7.2.1 Experimental apparatus and procedure

　

 To find the conversion rate from nitrogen in the fuel to the fuel-NOx, a constant volume combustion chamber (abbreviated to CVCC) was built and some tests were carried out. Fig. 7.2.1 shows the construction of CVCC. To test with CVCC has the following advantages.

　

 Influence of engine speed and fuel injection timing on NOx formation can be fully eliminated.

　

 Precise set of fuel injection condition is possible with an electronically controlled hydraulic actuated fuel injection system installed in CVCC.

　

 It is possible to eliminate the influence of humidity on NOx formation by charging absolutely dry air in the chamber.

　

 A single spray of bunker fuel heated to have a viscosity of 25-30 mm²/s is injected from a hole of 0.16 mm dia. with injection pressure of 66 MPa for 25 milliseconds into the chamber in which air at a pressure of 2.5 MPa and a temperature of 670℃ is charged. On such conditions, bunker fuel spray easily self-ignites. The reproducibility of injection patterns with this system was fully confirmed by testing many times beforehand. And no dependence of the injection pressure curve on the kind of fuel has been found.

　

 NOx measuring procedure is shown in Fig. 7.2.2. Fuel spray is injected and burned five times at a test without renewing the gas in the chamber. After that all the gas is discharged into a sampling bag as shown in Fig. 7.2.2 'Sampling'. During this process, sampled gas is mixed well and becomes homogeneous in the bag. After that gas is sent from the bag to the NOx analyzer as shown in Fig. 7.2.2 'Analysis'. At the same time oxygen % in the gas is measured and NOx data is converted to the state of 13% oxygen. In this experiment, the same zirconia sensor as on board and Shimadzu POT-101 type oxygen sensor were used.

　

7.2.2 Result of preliminary test

　

 At first five samples of fuels shown in Table 7.2.1 were tested with CVCC. MDO is a marine diesel oil which has very low nitrogen content (0.02%). 1-1 and 1-2 are bunker fuels taken from 'IKOMASAN'. A-1 is a bunker fuel from 'ANTARES'. As seen in this table, nitrogen contents of these three bunker fuels are 0.30〜0.39%. 'High N' is a bunker fuel with nitrogen of 0.66%, which was specially prepared for this experiment.

　

 Result of experiment with CVCC is shown in Fig. 7.2.3. Comparing three bunker fuels

from the monitored ships, I-1 and A-1 show higher NOx than I-2 though their nitrogen % are rather lower than I-2.

　

 If the conversion rate from nitrogen in the fuel to the fuel-NOx were 100%, for example, nitrogen of 0.39% in the fuel would form about 230 ppm NOx (with 13% oxygen) according to the calculation. On the other hand, most of the measured NOx data with CVCC are higher than 1000 ppm (with 13% oxygen).
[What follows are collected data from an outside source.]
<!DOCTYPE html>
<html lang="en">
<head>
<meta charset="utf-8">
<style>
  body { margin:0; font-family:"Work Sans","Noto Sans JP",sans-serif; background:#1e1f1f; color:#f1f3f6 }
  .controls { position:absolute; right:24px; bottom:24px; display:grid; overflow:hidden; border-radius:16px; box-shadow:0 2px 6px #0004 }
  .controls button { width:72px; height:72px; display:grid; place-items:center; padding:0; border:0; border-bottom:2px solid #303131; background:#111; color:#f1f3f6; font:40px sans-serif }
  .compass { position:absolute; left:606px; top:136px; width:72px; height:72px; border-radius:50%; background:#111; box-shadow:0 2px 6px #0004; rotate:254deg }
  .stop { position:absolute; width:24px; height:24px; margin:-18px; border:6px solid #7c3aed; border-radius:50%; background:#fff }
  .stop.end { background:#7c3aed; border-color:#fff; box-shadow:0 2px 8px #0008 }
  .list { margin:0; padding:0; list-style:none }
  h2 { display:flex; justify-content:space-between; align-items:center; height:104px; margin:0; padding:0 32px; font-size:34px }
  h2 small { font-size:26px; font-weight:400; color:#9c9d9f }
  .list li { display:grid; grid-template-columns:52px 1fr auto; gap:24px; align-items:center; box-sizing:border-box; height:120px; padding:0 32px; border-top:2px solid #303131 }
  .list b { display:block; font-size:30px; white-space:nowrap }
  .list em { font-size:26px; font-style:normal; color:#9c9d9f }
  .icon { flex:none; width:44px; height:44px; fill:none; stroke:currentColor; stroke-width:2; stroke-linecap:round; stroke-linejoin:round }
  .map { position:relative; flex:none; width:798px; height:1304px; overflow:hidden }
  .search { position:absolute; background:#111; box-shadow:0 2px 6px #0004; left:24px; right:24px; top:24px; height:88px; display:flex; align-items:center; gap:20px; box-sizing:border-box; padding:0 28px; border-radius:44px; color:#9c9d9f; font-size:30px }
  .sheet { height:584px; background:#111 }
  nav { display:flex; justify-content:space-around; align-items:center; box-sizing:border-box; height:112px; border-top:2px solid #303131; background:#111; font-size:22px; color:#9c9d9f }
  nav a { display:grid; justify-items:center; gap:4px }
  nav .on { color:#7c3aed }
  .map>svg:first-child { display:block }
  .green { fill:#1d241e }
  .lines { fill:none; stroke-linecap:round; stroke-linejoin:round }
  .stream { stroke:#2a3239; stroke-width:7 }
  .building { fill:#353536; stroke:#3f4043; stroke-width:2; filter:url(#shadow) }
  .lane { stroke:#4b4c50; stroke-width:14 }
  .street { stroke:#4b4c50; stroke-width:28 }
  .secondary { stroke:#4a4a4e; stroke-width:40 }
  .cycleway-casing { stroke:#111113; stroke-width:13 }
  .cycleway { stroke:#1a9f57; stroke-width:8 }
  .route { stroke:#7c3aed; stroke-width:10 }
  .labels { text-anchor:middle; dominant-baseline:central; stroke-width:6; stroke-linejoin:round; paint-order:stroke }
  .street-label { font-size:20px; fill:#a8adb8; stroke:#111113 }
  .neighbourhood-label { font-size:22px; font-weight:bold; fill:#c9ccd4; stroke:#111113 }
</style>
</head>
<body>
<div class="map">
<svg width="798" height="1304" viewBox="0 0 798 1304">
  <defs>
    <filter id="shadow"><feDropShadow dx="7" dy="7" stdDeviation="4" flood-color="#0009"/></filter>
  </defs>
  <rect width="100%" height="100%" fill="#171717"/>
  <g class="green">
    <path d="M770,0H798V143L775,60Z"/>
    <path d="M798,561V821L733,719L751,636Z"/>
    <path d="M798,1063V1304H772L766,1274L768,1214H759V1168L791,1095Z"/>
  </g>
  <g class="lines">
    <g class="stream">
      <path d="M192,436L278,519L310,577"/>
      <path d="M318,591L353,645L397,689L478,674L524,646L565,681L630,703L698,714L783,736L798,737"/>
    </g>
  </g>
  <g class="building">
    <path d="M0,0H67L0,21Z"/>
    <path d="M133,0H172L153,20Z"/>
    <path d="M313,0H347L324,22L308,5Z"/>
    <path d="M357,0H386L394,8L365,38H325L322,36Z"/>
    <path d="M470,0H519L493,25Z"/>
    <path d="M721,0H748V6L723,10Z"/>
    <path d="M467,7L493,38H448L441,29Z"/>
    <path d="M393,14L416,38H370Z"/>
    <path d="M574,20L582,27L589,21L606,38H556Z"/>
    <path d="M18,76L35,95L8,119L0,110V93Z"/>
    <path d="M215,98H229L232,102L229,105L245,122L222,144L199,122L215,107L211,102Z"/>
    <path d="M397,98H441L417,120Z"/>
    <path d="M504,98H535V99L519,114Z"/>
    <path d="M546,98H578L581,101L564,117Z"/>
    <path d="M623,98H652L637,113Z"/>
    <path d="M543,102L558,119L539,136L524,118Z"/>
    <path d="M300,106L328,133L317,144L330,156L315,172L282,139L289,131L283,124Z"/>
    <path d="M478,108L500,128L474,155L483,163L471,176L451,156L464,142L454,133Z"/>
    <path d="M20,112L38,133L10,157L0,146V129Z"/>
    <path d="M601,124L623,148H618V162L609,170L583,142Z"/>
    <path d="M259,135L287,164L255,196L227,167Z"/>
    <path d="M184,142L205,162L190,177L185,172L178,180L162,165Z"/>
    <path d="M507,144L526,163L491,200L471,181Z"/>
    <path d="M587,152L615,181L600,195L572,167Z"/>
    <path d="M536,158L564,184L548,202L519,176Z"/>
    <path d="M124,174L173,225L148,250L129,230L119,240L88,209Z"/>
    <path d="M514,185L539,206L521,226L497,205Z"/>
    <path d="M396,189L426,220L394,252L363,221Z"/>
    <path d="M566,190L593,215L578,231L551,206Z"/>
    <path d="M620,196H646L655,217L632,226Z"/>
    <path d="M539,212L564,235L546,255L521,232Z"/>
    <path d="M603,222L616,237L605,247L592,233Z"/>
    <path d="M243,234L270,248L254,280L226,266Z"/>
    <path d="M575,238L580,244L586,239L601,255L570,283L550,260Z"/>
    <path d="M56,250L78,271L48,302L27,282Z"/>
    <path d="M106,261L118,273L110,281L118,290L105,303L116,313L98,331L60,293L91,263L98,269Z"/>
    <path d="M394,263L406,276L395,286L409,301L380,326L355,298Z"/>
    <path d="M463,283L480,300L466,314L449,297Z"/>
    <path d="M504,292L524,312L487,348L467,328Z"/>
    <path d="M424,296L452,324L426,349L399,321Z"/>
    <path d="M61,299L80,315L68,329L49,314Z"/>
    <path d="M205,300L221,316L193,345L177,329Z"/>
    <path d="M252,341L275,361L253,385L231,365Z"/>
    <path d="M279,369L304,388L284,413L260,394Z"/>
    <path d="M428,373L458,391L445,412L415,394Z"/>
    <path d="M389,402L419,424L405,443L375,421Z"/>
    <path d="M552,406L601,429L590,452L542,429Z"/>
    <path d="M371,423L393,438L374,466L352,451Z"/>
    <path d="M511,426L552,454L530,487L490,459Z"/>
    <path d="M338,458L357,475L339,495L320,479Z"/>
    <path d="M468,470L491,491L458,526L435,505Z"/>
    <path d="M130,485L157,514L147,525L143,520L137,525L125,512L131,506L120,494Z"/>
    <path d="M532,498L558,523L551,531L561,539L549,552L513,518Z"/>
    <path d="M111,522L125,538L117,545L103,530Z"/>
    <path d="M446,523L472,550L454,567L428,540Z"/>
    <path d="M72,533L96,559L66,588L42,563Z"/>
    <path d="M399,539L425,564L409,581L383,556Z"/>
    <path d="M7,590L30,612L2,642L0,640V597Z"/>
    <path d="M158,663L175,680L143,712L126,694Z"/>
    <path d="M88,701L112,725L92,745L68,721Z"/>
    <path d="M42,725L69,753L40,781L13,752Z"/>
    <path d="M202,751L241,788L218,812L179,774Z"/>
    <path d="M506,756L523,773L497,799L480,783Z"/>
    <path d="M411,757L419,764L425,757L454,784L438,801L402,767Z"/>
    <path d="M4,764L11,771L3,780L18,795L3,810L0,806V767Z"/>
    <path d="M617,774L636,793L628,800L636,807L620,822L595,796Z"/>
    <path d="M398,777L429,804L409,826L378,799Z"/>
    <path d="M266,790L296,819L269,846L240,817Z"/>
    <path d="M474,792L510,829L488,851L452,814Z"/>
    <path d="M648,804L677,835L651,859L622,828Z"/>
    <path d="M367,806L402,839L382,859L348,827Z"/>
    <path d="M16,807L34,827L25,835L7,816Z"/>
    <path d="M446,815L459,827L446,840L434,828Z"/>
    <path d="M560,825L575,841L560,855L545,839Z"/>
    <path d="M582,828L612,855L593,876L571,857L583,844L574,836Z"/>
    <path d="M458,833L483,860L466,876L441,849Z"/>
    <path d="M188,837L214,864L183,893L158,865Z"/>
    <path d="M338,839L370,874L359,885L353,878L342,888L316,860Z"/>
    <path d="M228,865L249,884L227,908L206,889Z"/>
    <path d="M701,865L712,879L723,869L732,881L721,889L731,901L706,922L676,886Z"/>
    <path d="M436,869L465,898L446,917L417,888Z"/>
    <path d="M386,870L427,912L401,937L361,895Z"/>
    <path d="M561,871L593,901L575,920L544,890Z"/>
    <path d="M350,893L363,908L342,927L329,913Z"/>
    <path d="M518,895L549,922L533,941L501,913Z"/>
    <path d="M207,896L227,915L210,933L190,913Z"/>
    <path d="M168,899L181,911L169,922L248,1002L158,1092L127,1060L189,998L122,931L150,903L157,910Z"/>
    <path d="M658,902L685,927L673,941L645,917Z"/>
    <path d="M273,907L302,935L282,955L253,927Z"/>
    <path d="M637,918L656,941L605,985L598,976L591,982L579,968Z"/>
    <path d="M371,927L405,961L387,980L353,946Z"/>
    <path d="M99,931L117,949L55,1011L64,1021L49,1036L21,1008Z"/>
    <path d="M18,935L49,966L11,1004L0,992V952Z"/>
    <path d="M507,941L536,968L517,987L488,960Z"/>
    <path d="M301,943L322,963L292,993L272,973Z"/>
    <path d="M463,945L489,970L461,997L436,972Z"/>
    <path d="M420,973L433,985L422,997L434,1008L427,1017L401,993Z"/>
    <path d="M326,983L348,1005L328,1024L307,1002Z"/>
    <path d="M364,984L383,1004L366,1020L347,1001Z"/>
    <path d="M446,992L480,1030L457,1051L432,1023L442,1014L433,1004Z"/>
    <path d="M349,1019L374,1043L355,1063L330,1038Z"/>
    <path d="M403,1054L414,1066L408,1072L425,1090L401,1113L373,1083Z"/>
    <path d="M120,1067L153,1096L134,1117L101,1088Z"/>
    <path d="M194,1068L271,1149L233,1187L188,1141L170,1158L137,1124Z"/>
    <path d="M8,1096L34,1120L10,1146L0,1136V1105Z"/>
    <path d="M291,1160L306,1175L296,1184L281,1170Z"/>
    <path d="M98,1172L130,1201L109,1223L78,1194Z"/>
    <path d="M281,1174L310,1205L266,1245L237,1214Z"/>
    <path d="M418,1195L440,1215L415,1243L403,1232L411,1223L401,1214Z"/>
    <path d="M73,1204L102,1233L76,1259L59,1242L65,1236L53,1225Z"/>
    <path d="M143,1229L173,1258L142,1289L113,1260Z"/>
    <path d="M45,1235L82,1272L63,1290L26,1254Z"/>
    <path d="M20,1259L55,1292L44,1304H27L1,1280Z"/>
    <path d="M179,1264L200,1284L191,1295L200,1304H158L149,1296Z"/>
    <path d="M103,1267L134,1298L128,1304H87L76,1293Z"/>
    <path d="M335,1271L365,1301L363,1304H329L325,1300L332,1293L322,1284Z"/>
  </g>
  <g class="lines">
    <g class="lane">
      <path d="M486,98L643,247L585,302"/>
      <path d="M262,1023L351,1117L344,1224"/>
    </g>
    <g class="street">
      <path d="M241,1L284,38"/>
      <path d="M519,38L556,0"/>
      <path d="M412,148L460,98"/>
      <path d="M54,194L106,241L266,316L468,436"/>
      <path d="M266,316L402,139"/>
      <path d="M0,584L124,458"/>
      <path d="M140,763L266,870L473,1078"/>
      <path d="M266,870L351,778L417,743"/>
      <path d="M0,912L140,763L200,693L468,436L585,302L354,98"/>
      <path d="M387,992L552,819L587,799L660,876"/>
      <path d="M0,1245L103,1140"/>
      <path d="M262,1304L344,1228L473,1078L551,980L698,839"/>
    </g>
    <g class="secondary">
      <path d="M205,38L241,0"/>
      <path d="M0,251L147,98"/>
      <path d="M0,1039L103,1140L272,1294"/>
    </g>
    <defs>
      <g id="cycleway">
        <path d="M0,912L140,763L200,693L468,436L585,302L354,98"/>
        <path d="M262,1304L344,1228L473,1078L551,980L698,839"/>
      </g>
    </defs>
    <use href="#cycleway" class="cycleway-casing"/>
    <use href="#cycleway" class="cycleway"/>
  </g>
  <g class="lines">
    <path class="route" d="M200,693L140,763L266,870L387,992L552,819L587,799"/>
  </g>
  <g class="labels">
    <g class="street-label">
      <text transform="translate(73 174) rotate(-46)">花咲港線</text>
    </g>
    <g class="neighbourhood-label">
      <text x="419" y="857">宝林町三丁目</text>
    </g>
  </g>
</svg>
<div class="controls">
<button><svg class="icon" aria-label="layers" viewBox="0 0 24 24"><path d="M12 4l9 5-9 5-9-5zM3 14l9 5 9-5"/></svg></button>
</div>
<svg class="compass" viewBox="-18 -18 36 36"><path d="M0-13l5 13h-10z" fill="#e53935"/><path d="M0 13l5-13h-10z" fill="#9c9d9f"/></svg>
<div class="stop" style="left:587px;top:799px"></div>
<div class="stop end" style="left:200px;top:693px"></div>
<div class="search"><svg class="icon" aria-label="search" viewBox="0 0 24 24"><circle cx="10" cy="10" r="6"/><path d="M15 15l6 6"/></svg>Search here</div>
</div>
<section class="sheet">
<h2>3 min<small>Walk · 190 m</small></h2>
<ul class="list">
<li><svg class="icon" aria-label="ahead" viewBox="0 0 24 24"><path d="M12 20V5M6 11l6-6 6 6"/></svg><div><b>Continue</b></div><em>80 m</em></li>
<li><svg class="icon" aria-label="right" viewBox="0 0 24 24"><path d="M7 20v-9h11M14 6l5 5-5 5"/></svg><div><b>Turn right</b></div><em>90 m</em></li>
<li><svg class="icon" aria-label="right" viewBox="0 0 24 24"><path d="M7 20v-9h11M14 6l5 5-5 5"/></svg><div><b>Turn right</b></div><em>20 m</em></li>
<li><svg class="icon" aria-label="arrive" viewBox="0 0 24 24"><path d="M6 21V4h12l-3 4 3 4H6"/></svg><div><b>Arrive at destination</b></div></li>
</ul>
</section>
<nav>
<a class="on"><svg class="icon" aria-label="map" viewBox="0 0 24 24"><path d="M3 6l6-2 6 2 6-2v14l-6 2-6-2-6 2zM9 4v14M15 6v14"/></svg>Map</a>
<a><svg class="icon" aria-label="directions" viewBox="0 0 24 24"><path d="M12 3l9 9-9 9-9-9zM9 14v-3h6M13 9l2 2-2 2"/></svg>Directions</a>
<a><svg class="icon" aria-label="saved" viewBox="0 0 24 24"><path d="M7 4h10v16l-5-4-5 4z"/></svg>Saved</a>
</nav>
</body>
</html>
That means the thermal NOx has still higher share than the fuel-NOx in the total NOx even if bunker fuel is burned. Therefore, if there were a big change of thermal NOx in the data of experiments, it could hide the change of fuel-NOx.

　

 Fig. 7.2.4 shows the heat release rates of the sample fuels, measured by another smaller combustion chamber on the same fuel injection conditions. According to (a) of the figure, it is clear that I-1 and A-1 have longer ignition delay and larger scale of pre-mixed combustion than I-2. The reason that I-1 and A-1 show higher NOx data than I-2 could be the higher thermal NOx formation because of the larger amount of pre-mixed combustion. To catch the change of fuel-NOx with nitrogen content in the fuel clearly, the NOx data from such the fuel samples with almost similar heat release rate and with different nitrogen % must be compared.

　

 Fig. 7.2.4 (b) shows the heat release rates of MDO, I-2 and 'High N' sample. These three fuels show almost similar scale of pre-mixed combustion by chance. If it can be supposed that the thermal NOx of these three fuels has little difference, gap of NOx data could originate in the change of fuel-NOx.

　

 The solid line in Fig. 7.2.3 that represents the increase rate of measured NOx with increase of nitrogen in the fuel, is based on the data from above-mentioned three fuels with similar scale of pre-mixed combustion. According to it, the conversion rate from nitrogen in the fuel to the fuel-NOx can be counted at about 55%.